# Blue Ashtabula gooseneck



## bairdco (Jun 21, 2017)

Found this at a yard sale today. Dunno if they ever made coloured stems, but I had to have it. And it was free, 'cause my buddy bought two junky cruisers for his kids.


----------



## kwoodyh (Jun 21, 2017)

Right price for sure!


----------



## tommy v (Jul 5, 2017)

nice neck ,never seen a blue one


----------



## Cooper S. (Jul 6, 2017)

What's the diameter of these where they slide into the fork?


----------



## bairdco (Jul 7, 2017)

Without mic-ing it, closest I can tell with a new steel ruler, it looks like 13/16".


----------



## kwoodyh (Jul 7, 2017)

Should be a standard fit in a 1" threaded fork so 13/16" sounds about right.


Sent from my iPhone using Tapatalk


----------



## mongeese (Jul 8, 2017)

It was painted by someone as it sat installed on the bike.


----------



## bairdco (Jul 8, 2017)

It was actually powdercoated.

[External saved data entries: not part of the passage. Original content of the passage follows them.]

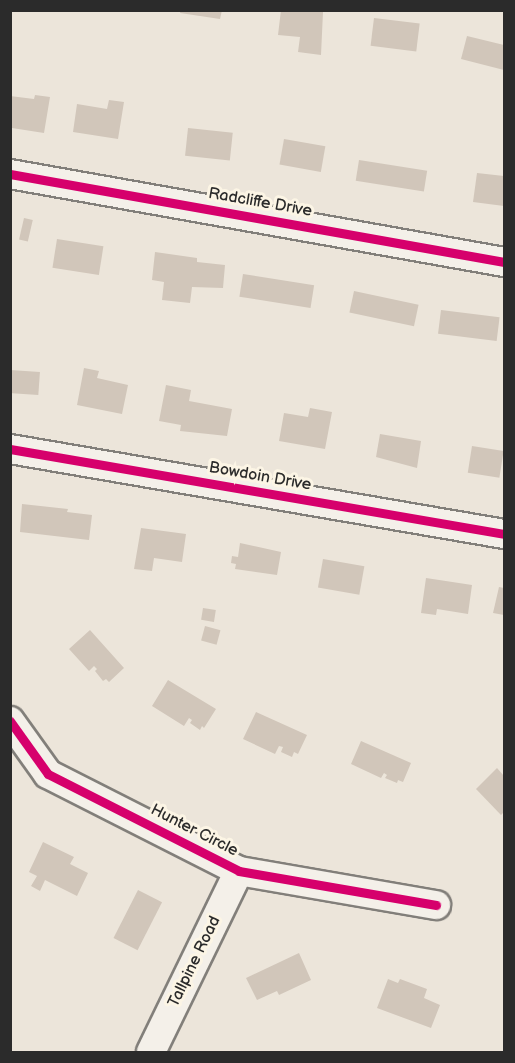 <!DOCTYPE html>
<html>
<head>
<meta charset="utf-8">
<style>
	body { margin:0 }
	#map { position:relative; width:515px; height:1063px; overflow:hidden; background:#ece5da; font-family:"Balsamiq Sans",sans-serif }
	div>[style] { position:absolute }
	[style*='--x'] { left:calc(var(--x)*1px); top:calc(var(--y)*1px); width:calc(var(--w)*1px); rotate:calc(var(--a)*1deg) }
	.building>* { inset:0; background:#d1c6ba; transform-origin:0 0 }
	.roads { filter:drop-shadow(2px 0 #827f7a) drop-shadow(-2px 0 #827f7a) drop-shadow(0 2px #827f7a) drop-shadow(0 -2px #827f7a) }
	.minor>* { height:28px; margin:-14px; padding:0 14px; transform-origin:14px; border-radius:14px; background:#f4f0e9 }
	.cycleway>* { height:9px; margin:-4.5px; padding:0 4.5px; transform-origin:4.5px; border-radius:4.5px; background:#d6006c }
	span { translate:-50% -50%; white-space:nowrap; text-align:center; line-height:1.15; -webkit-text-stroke:6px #fcf5e5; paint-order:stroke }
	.street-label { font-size:16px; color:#2b2b2b }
	.frame { position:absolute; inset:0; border:12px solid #2b2b2b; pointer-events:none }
</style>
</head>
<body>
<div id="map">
	<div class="building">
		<div style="clip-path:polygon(181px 10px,222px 10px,220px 19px,180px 13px)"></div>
		<div style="clip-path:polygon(281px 10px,323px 12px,321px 55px,298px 52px,300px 37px,278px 35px)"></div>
		<div style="left:374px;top:18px;width:46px;height:28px;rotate:7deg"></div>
		<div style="clip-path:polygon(467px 36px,504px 45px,504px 70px,461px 59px)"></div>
		<div style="clip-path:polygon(35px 95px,50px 97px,44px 133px,12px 128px,10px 96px,34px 99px)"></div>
		<div style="clip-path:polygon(109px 100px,124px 102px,118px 139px,73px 132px,77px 104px,107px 109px)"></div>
		<div style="left:188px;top:128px;width:45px;height:28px;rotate:6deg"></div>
		<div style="left:284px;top:139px;width:42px;height:26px;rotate:10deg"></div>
		<div style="left:359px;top:160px;width:69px;height:21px;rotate:9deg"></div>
		<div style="clip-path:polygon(477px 173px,504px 176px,504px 206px,473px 202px)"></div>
		<div style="left:24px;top:218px;width:9px;height:22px;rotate:13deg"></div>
		<div style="left:57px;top:239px;width:47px;height:29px;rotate:9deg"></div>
		<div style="clip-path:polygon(155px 252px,197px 258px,197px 262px,225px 265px,223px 288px,192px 287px,190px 303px,162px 300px,164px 282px,152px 280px)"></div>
		<div style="left:243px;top:274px;width:72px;height:23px;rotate:9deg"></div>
		<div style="left:354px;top:291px;width:66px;height:22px;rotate:12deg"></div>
		<div style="left:441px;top:310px;width:59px;height:24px;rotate:7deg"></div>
		<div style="clip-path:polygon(84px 368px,99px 371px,97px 378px,128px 385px,122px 414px,77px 405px)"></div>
		<div style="left:10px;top:370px;width:30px;height:23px;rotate:4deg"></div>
		<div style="clip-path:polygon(166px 385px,191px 390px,189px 401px,232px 409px,227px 436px,180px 431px,181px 425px,159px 421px)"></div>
		<div style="clip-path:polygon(310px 408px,332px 412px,325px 449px,279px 441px,284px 413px,308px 417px)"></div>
		<div style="clip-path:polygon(380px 434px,421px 441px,417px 468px,376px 457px)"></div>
		<div style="left:472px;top:446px;width:32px;height:27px;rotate:9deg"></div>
		<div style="clip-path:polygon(22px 504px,68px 509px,67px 512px,92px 515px,89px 540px,20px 532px)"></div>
		<div style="clip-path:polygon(141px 528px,186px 534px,182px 562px,154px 558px,152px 571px,134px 569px)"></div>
		<div style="clip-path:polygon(240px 543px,281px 552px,277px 575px,235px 569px,236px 564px,231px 563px,232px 556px,238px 557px)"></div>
		<div style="left:323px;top:559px;width:42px;height:29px;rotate:10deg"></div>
		<div style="clip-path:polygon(426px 578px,472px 585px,468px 614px,437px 609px,436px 615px,421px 613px)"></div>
		<div style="clip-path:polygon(499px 587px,504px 588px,504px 615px,493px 613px)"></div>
		<div style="left:203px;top:608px;width:13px;height:12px;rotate:9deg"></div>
		<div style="left:205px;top:626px;width:16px;height:15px;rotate:15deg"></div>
		<div style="clip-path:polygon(90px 630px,124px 668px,109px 682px,106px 679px,103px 681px,95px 671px,97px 669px,94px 666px,89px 671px,69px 649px)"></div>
		<div style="clip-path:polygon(168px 680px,216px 709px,204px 728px,202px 726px,200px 730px,190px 723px,192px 720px,189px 718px,184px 726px,152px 706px)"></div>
		<div style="clip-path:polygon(256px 712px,307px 735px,298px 754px,294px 752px,292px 757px,281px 752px,283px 747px,279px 746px,275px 754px,243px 739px)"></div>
		<div style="clip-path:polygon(361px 741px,411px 763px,403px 782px,398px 780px,397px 783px,385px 778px,387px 775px,384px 773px,381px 778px,351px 764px)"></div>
		<div style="clip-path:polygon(497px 768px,504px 776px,504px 812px,501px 815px,476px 789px)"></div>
		<div style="clip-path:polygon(43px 842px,74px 857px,70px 864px,88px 873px,77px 896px,45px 880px,40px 891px,31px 886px,37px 876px,29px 872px)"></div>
		<div style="left:138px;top:890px;width:27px;height:54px;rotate:27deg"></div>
		<div style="clip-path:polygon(299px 953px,311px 980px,279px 995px,277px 991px,257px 1000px,246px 978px)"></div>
		<div style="clip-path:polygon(388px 979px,398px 983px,400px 979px,427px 989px,424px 998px,440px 1005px,431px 1028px,377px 1008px)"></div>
	</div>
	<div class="roads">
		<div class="minor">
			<div style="--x:10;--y:174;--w:502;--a:10.1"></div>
			<div style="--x:10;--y:449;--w:501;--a:9.76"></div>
			<div style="--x:10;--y:721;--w:65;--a:54.4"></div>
			<div style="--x:48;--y:774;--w:214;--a:26.9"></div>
			<div style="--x:239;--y:871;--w:200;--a:9.8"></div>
			<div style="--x:151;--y:1052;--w:201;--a:-64.1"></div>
		</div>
	</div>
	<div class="cycleway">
		<div style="--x:10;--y:174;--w:502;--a:10.1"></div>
		<div style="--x:10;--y:449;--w:501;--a:9.76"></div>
		<div style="--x:10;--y:721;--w:65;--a:54.4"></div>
		<div style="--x:48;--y:774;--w:214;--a:26.9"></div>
		<div style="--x:239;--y:871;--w:200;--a:9.8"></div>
	</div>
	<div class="street-label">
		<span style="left:260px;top:203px;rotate:10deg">Radcliffe Drive</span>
		<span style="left:260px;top:477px;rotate:10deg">Bowdoin Drive</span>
		<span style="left:194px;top:831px;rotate:27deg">Hunter Circle</span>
		<span style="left:195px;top:962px;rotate:-64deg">Tallpine Road</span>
	</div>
	<div class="frame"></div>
</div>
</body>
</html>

The line was where it was taped off. I got all excited when I first saw it, because it almost matches the ultra-rare "candy" painted ABS cranks.

Now I've sandblasted it. Since the original black oxide colour was already removed to powder it, I'll paint it with Rustoleum textured black spraypaint and run it on a klunker.


----------



## REDAIR13 (Aug 16, 2017)

Would you sell it? I need one for a roger decoster im building


----------



## bairdco (Aug 16, 2017)

Nope. It's going on a bike. Sorry.


----------